There are certain experiences that are exclusive to Hay. Settling down to watch Tina Brown, the legendary journalist and editor, Harold Evans (who also happens to be Mr Tina Brown) sat down in front of me, their son grabbed the seat next to me with his sister in front. James Naughtie then strolled past and shook Harry’s hand before re-emerging on stage in the role of William Boot.
Watching one of the world’s greatest live interviewers in full flow is pleasure enough but when the interviewee is someone with the experience, intelligence and foresight of Tina Brown then it is an hour to be cherished. Nothing disappointed. The journalist, author of The Diana Chronicles, and former editor of Tatler, Vanity Fair and The New Yorker was there in the main to talk about ‘The Daily Beast’ her online news and opinion site. As a digital immigrant, as her husband’s nemesis Rupert Murdoch might have put it, she is fluent in the language. Though on the subject of News International she cast doubt over the current pay wall experiment because of the fact that newspapers have for so long allowed their content to be consumed for free. “The horse has bolted”.
Brown is a genuine champion of online. The web she says gives writers the direct feedback that print never offered “there is nothing worse for writers than cranking it out and getting no response”. She is also an Apple fan girl or mores specifically an iPad advocate “it’s really seductive and magical. It’s a Harry Potter device”. Brown also made the case for the iPad changing the way that news is consumed and produced; resurrecting elements of the art “the iPad will be terrific for narrative journalism.”
The iPad is on order and ‘The Daily Beast” will be added to my favourites.
The crowds descended upon the Hay Festival site in what will be the busiest Bank Holiday weekend in the twenty three year history of the festival. Two and a half thousand more people attended on Saturday than on any previous day and the sunshine brought even more people on Sunday.
The Hay Festival site is truly wonderful when bathed in sunshine. After several heavy downpours yesterday the clouds opened this morning and the heavens smiled. The forecast for the rest of the week is one of steady improvement. We’ll keep the weather reports posted on this blog (top right) but fingers are crossed that we will be blessed by sunshine and clemency.
This morning, during the Sky News broadcast of Sunday Live, Christopher Hitchens made what must be quote of the day. It was uttered in response to the assertion made by a member of the audience that the Taliban might have welcolmed the invasion and handed over Bin Laden if they had known a restructure of Afghanistan was on offer.
“The suggestion… has some way to go before it could be considered naiive” opined the great ‘Hitch’.
This had to be one of the most unlikely pairings on offer at Hay this year. It was clear from the outset however that Hall was an aficionado of de Botton’s oeuvre and she challenged him on the nature of the philosophy he espouses. He readily confessed that populist insight and interpretation rather than academic philosophy was the furrow that he chooses to plough, a furrow he followed unswervingly for the next 45 minutes.

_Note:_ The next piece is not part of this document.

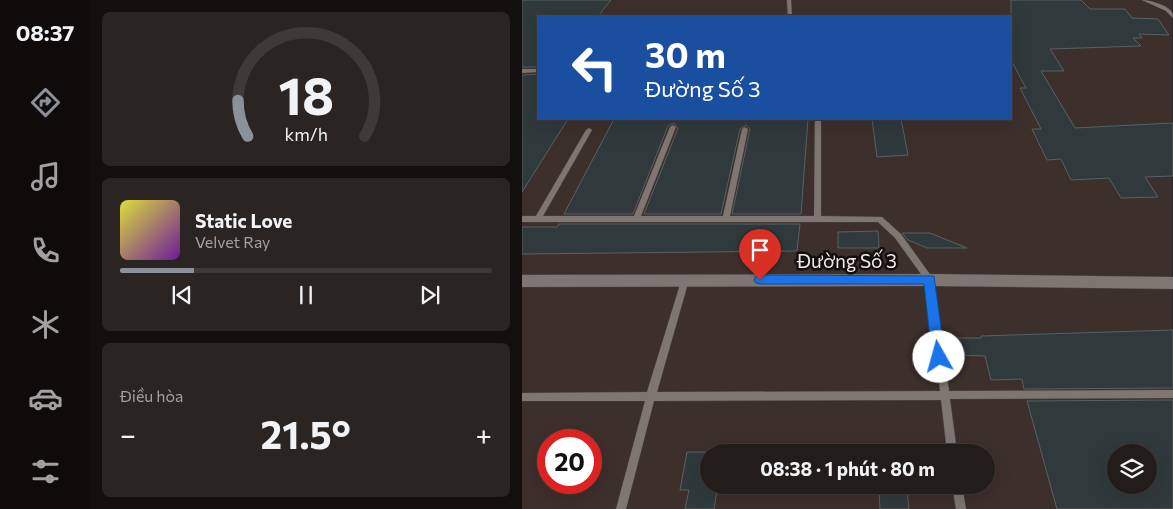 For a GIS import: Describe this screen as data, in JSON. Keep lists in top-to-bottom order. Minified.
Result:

There is no doubt that de Botton is a vastly intelligent man who thinks very deeply but he wants us to know that, something he underscored by discussing his intellectual disappointment with Cambridge University. Apart from a series of scripted questions Hall left the stage to de Botton who treated us to a a stream of self conscious sound bites. For example he is clearly aware that you catch people’s attention if you mention pornography which he did twice, first in relation to self help books, which are regarded as a lower form, and then to social media which is apparently a bit like pornography (a similarity which as a blogger and tweeter has so far passed me by). He told us that his parents were very intelligent people who were psychologically disturbed, happiness is a state which washes over us and lasts about ten minutes and that he uses Paxman on Newsnight as a way of getting off to sleep.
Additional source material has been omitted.